La retraite complémentaire reste calculée en points
Pour les salariés du privé, la mesure ne concerne pas l'Agirc-Arrco, la retraite complémentaire. Celle-ci dépend des points acquis pendant la carrière et de la valeur de service du point. Elle ne repose pas sur une moyenne établie sur 23, 24 ou 25 années. Le gain éventuel se limite à la composante de base de la pension.

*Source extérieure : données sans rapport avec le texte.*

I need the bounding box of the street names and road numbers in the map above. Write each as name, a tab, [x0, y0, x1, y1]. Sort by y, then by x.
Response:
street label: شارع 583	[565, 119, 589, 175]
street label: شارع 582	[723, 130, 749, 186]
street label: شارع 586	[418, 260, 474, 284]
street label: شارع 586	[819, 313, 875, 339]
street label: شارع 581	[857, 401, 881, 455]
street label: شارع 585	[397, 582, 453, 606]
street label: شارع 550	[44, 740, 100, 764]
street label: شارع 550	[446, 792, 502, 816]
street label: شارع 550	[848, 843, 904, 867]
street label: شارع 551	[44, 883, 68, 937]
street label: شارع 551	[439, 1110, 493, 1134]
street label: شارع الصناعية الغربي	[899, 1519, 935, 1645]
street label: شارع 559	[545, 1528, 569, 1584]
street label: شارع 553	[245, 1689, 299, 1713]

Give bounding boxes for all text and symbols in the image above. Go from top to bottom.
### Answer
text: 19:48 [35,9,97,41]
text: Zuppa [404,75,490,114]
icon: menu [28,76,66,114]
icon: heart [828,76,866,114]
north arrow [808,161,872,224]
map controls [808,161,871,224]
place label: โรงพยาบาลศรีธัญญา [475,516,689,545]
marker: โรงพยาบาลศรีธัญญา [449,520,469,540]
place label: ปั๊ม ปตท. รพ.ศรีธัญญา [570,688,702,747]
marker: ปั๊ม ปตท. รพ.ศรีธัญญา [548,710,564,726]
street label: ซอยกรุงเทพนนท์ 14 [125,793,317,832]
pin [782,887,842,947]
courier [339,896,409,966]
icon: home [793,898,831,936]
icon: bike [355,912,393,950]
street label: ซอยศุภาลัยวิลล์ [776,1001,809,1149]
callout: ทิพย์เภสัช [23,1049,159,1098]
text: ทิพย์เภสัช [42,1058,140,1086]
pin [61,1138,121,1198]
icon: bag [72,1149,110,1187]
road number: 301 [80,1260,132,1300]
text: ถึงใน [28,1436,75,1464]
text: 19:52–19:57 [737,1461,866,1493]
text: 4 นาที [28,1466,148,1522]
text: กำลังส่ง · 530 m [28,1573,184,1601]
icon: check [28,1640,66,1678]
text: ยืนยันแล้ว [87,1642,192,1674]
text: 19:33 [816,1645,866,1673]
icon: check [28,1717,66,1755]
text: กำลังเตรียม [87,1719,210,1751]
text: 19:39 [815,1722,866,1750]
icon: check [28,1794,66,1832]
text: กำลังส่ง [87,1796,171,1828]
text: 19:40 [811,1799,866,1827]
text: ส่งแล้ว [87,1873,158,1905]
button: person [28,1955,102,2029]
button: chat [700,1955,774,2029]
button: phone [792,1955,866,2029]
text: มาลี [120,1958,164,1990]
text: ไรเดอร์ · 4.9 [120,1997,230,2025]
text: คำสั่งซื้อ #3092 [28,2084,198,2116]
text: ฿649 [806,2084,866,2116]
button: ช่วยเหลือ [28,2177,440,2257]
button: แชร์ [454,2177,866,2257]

Deux personnes ayant le même nombre d'enfants peuvent donc constater des effets différents. L'une peut écarter des années de revenus faibles de sa moyenne. L'autre peut n'y voir aucun changement si les années sorties n'étaient pas moins favorables. Les textes ne donnent ni montant moyen de gain ni nombre de bénéficiaires.
Deux trimestres peuvent compter pour la carrière longue
Un second décret, distinct de celui sur la moyenne des revenus, modifie les règles de la retraite anticipée pour carrière longue. Il autorise la prise en compte des majorations ou bonifications liées aux enfants comme trimestres réputés cotisés, dans la limite de deux trimestres par assuré.
Un trimestre réputé cotisé (Trimestre non travaillé assimilé à du temps cotisé pour vérifier certains droits, notamment la carrière longue.) est un trimestre non travaillé que les règles assimilent à du temps cotisé pour vérifier certains droits. Cette mesure ne permet pas, à elle seule, de partir plus tôt. Elle peut toutefois aider une personne à remplir l'une des conditions d'un départ anticipé au titre d'une carrière longue.
La majoration de 10 % pour les parents d’au moins trois enfants reste en vigueur. Le ministre du Travail veut égaliser les droits familiaux entre femmes et hommes, sans annoncer de nouvelle règle.
Trois nouvelles règles de retraite s'appliquent aux pensions prenant effet dès le 1er septembre 2026. Elles peuvent améliorer le calcul de certaines retraites de base ou faciliter un départ pour carrière longue. Les pensions déjà liquidées ne sont pas recalculées.